Se este é um assunto que lhe interessa, conheça, na galeria de imagens abaixo, as 9 indicações de filmes sobre redes sociais:

  • “A Rede Social”

    Disponível para aluguel no Google Play

    Talvez o principal filme sobre o assunto, “A Rede Social” conta a história da criação do Facebook. Enquanto era estudante de Harvard, Mark Zuckerberg decidiu criar uma plataforma para que os usuários pudessem avaliar as estudantes da faculdade. O que começou com uma brincadeira se transformou na versão embrionária do Facebook, rede social pensada para uso exclusivo de universitários. O longa mostra as polêmicas em torno da plataforma e as brigas e batalhas judiciais entre os criadores, incluindo o brasileiro Eduardo Saverin, o bilionário mais rico do Brasil.
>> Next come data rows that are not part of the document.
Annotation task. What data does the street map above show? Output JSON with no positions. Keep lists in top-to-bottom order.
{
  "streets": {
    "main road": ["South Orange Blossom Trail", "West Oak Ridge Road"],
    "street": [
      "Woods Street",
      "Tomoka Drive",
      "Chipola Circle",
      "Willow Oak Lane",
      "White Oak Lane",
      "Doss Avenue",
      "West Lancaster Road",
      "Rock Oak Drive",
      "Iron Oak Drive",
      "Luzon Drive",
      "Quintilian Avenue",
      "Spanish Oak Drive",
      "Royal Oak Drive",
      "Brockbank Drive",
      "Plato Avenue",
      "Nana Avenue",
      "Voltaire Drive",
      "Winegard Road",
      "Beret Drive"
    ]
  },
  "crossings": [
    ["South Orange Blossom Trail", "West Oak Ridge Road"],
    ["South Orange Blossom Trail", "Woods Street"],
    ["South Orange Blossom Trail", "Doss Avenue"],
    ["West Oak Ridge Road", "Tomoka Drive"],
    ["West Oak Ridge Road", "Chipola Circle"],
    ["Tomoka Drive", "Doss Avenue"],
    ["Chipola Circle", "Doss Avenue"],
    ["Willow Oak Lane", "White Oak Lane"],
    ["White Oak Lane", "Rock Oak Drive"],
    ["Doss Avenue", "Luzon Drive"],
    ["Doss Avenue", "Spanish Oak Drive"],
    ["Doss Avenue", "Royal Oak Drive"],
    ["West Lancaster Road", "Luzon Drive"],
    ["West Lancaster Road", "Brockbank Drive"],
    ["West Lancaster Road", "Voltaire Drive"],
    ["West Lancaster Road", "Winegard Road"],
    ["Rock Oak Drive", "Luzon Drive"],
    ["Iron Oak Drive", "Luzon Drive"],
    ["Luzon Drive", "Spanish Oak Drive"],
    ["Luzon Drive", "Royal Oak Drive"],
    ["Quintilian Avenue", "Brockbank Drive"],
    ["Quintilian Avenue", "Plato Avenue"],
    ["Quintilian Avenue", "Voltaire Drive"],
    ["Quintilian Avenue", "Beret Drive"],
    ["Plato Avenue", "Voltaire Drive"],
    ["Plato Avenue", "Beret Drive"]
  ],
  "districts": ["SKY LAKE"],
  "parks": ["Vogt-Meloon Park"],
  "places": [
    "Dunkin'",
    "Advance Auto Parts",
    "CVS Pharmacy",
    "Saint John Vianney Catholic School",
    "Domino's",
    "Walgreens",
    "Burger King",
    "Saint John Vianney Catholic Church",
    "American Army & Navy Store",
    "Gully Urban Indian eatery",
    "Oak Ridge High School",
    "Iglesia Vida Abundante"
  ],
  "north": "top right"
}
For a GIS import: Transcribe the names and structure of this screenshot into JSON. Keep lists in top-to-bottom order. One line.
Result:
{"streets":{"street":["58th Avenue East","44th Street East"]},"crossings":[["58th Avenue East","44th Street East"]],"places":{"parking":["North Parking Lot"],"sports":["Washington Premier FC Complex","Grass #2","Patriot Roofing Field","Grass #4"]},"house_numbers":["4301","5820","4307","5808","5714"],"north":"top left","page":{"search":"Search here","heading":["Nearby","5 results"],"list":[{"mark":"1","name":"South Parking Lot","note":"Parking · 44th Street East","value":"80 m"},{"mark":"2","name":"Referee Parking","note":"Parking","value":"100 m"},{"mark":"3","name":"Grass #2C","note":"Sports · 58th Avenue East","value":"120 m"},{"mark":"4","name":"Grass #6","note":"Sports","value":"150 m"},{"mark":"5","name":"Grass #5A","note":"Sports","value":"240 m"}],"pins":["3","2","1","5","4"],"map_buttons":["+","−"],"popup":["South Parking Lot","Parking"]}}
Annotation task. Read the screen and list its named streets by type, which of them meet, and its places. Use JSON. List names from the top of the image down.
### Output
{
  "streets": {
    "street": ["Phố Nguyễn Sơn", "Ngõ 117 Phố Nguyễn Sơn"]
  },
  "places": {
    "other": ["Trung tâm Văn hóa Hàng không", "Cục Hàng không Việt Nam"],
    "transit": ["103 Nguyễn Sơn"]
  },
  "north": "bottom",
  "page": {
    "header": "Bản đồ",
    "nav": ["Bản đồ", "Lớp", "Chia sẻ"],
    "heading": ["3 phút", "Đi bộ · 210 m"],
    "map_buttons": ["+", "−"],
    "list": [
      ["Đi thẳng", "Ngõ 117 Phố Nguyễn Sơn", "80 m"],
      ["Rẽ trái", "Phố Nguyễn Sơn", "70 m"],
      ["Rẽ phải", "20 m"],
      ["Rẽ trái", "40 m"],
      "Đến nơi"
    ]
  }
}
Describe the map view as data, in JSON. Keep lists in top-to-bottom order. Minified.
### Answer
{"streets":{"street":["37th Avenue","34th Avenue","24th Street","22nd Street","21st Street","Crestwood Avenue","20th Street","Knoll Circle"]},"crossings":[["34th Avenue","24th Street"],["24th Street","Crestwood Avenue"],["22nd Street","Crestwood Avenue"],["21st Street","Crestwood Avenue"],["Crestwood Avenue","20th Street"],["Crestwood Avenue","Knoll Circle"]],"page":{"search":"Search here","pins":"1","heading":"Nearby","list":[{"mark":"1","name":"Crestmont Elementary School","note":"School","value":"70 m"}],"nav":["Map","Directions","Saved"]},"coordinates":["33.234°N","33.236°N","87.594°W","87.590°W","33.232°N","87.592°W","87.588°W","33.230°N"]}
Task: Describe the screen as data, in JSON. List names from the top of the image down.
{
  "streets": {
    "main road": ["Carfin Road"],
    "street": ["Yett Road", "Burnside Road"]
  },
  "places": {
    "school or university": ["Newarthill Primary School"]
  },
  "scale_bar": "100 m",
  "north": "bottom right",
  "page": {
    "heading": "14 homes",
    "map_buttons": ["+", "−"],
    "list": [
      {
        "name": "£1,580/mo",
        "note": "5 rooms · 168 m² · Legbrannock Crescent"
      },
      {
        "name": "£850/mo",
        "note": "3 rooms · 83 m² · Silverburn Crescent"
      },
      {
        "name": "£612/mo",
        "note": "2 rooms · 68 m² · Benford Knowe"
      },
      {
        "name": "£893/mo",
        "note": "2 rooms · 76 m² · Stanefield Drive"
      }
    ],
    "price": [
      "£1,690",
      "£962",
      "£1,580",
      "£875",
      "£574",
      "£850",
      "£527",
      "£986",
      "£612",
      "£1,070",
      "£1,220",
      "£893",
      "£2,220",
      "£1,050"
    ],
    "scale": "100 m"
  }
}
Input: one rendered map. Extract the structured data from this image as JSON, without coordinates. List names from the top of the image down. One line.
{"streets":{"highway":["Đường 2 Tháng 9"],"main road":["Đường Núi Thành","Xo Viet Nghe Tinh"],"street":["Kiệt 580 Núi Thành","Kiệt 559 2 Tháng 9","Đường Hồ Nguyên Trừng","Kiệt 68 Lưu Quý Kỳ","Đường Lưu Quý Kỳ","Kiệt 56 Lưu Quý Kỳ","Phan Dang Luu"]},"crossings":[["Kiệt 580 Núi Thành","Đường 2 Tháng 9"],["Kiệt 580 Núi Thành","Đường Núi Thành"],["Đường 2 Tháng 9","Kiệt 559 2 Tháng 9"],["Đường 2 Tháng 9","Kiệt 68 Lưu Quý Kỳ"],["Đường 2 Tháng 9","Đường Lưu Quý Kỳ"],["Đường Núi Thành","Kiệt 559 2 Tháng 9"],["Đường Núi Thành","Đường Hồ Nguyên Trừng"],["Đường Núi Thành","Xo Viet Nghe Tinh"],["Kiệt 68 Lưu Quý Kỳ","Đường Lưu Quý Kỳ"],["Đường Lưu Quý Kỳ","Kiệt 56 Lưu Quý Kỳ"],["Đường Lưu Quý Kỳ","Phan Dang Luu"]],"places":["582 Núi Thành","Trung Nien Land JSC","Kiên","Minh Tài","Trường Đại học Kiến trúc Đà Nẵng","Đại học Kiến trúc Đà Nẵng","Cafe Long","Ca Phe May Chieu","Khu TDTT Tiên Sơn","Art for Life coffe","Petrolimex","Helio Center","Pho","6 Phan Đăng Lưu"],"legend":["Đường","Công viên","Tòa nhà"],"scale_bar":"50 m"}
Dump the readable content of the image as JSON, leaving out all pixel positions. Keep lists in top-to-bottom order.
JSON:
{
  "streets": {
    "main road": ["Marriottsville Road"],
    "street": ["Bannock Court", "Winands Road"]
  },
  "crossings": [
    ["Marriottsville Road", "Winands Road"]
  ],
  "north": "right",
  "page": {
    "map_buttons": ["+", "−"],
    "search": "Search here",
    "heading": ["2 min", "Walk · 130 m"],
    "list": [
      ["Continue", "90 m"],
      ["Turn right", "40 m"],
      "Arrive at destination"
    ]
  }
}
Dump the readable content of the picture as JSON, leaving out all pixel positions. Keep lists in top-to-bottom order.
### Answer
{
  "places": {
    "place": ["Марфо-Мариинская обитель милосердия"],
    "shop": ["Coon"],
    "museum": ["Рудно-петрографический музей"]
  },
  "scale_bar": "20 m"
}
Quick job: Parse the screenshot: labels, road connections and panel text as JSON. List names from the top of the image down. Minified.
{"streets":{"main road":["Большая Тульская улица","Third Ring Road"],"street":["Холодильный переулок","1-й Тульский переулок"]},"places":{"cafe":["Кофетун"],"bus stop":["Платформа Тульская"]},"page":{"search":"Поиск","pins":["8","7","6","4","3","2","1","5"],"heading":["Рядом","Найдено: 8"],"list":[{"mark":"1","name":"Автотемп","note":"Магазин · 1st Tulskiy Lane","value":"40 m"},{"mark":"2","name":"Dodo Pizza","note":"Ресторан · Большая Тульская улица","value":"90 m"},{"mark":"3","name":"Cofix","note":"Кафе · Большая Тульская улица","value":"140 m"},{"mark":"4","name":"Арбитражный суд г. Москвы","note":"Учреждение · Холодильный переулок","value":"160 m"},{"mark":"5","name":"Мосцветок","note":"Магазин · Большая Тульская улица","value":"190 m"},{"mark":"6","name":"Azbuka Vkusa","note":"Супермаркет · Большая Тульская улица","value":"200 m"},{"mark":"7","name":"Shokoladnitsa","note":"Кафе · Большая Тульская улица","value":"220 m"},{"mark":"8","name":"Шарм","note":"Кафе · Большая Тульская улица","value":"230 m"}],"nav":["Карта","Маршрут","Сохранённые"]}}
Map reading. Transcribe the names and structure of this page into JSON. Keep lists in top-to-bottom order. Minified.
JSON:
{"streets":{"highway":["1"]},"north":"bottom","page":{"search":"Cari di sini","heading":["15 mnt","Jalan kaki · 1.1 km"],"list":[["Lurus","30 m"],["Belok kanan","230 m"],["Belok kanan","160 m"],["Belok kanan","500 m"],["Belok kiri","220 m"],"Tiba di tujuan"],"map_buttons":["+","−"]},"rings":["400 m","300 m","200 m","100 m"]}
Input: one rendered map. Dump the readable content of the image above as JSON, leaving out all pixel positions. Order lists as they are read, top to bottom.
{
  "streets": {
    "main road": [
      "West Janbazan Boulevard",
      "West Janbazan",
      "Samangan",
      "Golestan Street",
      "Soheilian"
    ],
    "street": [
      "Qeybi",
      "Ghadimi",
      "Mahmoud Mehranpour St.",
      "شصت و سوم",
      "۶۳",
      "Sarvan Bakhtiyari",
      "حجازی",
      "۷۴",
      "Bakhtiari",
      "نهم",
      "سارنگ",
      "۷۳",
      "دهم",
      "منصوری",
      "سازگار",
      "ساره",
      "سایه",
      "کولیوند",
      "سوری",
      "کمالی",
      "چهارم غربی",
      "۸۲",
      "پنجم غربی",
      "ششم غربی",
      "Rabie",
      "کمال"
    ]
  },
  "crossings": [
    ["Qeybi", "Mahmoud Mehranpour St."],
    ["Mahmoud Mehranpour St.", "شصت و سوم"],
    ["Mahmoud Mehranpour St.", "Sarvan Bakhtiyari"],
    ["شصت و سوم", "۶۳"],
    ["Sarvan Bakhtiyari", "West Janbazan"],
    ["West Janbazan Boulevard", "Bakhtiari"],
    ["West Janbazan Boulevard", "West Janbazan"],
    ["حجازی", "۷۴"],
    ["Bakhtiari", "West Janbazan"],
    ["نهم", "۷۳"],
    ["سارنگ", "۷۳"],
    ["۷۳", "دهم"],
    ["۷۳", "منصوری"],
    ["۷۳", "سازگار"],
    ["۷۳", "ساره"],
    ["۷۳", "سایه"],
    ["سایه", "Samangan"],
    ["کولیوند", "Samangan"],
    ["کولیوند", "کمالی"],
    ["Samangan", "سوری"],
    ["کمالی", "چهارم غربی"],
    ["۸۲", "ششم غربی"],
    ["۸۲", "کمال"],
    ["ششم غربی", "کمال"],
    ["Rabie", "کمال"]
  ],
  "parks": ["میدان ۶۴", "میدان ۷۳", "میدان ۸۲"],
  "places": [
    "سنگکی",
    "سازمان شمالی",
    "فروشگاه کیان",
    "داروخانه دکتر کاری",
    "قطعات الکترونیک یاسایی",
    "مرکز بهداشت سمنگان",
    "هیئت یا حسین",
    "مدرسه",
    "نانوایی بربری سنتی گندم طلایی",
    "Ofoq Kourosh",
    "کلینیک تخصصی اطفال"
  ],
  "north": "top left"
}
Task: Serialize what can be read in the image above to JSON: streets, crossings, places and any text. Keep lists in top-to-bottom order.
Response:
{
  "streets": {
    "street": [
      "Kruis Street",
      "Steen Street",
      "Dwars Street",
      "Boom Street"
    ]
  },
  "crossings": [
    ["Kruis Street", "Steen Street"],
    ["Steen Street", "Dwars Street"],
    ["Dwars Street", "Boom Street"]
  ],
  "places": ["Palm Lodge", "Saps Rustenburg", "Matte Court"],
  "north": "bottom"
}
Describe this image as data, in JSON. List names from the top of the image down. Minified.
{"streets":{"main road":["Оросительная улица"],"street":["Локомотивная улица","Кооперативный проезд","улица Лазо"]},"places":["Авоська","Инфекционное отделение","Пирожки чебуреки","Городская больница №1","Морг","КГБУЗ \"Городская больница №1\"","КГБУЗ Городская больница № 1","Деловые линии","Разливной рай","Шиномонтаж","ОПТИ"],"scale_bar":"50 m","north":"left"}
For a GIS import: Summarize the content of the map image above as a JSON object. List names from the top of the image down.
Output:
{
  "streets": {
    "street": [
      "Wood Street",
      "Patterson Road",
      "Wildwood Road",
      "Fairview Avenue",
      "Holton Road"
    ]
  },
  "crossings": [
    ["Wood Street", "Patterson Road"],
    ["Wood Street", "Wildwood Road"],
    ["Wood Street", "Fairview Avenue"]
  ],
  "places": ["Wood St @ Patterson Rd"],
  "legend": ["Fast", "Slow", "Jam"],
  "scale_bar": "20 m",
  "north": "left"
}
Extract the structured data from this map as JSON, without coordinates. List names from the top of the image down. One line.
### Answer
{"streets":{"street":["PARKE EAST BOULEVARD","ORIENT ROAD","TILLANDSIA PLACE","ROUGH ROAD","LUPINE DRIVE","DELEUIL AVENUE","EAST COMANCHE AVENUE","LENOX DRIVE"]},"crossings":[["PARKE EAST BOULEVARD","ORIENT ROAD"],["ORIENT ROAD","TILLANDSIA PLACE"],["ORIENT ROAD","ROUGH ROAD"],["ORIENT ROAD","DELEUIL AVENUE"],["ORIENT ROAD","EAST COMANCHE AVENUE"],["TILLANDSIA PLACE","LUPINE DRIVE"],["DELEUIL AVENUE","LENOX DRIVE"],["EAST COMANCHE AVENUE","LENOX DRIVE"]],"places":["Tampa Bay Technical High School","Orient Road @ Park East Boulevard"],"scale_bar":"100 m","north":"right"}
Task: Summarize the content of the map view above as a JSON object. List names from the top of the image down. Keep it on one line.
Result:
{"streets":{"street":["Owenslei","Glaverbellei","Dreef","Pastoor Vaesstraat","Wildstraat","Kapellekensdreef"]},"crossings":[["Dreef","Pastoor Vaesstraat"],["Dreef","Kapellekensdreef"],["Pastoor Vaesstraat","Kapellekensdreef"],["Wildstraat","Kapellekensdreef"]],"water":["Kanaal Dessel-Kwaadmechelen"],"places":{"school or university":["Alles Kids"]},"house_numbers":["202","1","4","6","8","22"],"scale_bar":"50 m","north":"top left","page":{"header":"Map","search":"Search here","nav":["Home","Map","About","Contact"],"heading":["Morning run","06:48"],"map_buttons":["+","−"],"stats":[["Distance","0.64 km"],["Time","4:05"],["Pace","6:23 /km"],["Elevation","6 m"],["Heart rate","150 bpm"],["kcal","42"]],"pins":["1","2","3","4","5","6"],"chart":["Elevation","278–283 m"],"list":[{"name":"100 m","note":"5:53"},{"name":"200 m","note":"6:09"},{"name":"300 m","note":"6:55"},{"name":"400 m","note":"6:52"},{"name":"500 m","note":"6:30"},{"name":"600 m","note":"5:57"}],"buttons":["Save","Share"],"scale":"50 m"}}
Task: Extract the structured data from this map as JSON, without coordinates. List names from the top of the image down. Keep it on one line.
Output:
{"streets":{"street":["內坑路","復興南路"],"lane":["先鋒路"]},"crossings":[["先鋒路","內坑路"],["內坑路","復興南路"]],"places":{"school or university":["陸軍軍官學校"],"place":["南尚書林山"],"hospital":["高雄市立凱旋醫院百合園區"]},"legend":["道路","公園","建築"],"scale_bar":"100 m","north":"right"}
    O filme, baseada no livro “Bilionários por Acaso”, de Ben Mezrich, ganhou o Oscar de Melhor Roteiro Adaptado, e contou com um time de peso na produção: a direção é de David Fincher, o roteiro é de Aaron Sorkin e o ator Kevin Spacey atuou como produtor executivo.

    Reprodução
  • “O Dilema das Redes”

    Disponível na Netflix

    O documentário chegou à Netflix em plena pandemia, em um momento em que o uso das redes sociais estava crescendo por causa do isolamento social. Nele, especialistas do Vale do Silício que já trabalharam em companhias como Google, Facebook, Instagram, Pinterest e Twitter abrem o jogo sobre o impacto das redes sociais na democracia e na humanidade, mostrando como elas foram idealizadas para moldar nossos comportamentos. A produção também acende um sinal vermelho sobre a venda dos dados dos usuários.

    Reprodução/Netflix
  • “Buscando…”

    Disponível para aluguel no Google Play, Apple TV e Looke

    O filme faz parte de um gênero de suspense e terror que se aproveitou do crescimento das redes sociais para trazê-las para dentro da tela grande. A tela do computador é reproduzida para os espectadores, que se sentem parte da história, em uma forma nova de quebrar a quarta parede. Neste longa, um pai faz uso das redes sociais para traçar os últimos passos da filha, que está desaparecida. Conversa com amigos dela via Skype, revê publicações no Facebook e Instagram, acompanha notícias pelo Twitter e encontra vídeos no YouTube. Indo além da premissa principal do filme, que é encontrar a jovem desaparecida, a produção nos leva a refletir sobre as pegadas que deixamos online e como podemos ser observados sem perceber.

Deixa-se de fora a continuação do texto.